Clustering in previous stage helped us to find out how patients can be grouped on T2DM subtypes; each patient was labeled according to its corresponding T2DM subtype. In this section, a subset of the dataset was used to train classification algorithms to learn how to identify unseen patients of the same dataset, not used for training. We developed classification models in two pathways, one for each annotated dataset (Dset A and Dset B; see upper-right panel in Fig. 2). On both pathways, we considered seven classification schemes, according to different selections of attributes in the input data. First, we used bootstrapping to validate models on both pathways, and then performed a second validation of best performing algorithms using stratified 10-fold cross validation. Four classification algorithms were explored: Support Vector Machine, K-Nearest Neighbors, Multilayer Perceptron, and Self-Normalized Neural Networks (see Appendix A for description). Finally, we used models obtained in the validation stage to classify subjects from the hold-out dataset.

Classification schemes

We explored how classification algorithms behave fed with different input data. The seven classification schemes denoted by S1 to S7 are the following:

  • S1. ADO, BMI, HbA\(_\text {1C}\), and CP-HOMA2-%\(\beta\) and CP-HOMA2-IR.

  • S2. ADO, BMI, HbA\(_\text {1C}\), and IN-HOMA2-%\(\beta\) and IN-HOMA2-IR.

  • S3. ADO, BMI, FPG, and IN-HOMA2-%\(\beta\) and IN-HOMA2-IR.

  • S4. ADO, BMI, HbA\(_\text {1C}\), FPG, and C-peptide

  • S5. ADO, BMI, HbA\(_\text {1C}\), FPG, and insulin

  • S6. ADO, BMI, HbA\(_\text {1C}\), HOMA-%\(\beta\), and HOMA-IR.

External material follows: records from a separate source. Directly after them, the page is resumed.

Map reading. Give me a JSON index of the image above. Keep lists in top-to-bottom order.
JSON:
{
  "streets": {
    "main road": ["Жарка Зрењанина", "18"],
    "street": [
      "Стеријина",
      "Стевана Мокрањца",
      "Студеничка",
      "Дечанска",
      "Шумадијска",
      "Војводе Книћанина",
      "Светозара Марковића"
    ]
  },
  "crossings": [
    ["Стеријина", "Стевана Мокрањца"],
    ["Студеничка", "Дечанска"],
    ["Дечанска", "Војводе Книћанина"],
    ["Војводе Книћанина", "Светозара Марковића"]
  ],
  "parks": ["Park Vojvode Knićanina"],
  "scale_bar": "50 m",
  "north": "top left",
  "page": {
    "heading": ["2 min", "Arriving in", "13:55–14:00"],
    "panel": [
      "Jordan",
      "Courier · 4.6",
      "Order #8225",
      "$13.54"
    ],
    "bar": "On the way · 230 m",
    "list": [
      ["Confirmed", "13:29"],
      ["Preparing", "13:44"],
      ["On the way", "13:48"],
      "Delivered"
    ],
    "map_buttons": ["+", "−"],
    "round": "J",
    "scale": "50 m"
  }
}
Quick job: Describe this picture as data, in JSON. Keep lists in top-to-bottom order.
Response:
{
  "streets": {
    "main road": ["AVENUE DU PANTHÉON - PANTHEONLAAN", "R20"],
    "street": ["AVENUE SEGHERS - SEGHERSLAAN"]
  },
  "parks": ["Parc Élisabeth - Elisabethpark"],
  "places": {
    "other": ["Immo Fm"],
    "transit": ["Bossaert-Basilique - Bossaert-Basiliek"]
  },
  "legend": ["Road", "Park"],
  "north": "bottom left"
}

  • S7. ADO, BMI, HbA\(_\text {1C}\), METS-IR, and METS-VF.

Note that all schemes include ADO and BMI and, with exception of scheme S3, all include also HbA\(_\text {1C}\). Attributes that were interchanged within schemes are those related with pancreatic beta cell function and insulin resistance (i.e. HOMA measures and their related input variables: Glucose and C-peptide/insulin). Notice that schemes S1 and S2 consist of the same attributes on which Dset A and Dset B were respectively clustered. Scheme S3 is the same as S2 with HbA\(_\text {1C}\) replaced by FPG. Schemes S4 and S5 substitute HOMA2 measures in schemes S1 and S2 with their respective input attributes. Scheme S6 makes use of a previous HOMA model [49] that uses simple formulas for approximating beta cells function and insulin resistance. Finally, scheme S7 applies Metabolic Scores for Insulin Resistance (METS-IR) [50] and Visceral Fat (METS-VF) [51], which are respectively proposed measures of insulin resistance and intra-abdominal fat content. Schemes S1, S2, S3, and S7 were implemented elsewhere [9] and here we added schemes S4, S5, and S6.

Training and validating models

In the validation stage, several models are trained to compare among them, obtain average metrics and choose the best ones. This task was carried out using two independent validation processes: bootstrapping and stratified 10-fold cross validation. The former is recommended for obtaining classification models that circumvent overfitting. This is a common undesired effect on classification models that occurs when the model memorizes the training dataset instead of learning to classify; therefore the statistics provided during training might not represent the actual performance of the model in real scenarios on unseen data. Bootstrapping helps to evaluate the model by randomly sampling a dataset with replacement to obtain the training data, and the rest of non sampled data, called out-of-bag data, to test its results. The process is repeated several times selecting different random samples each time. We chose to extract 1000 bootstrap samples and a distribution of metric values for each of the models.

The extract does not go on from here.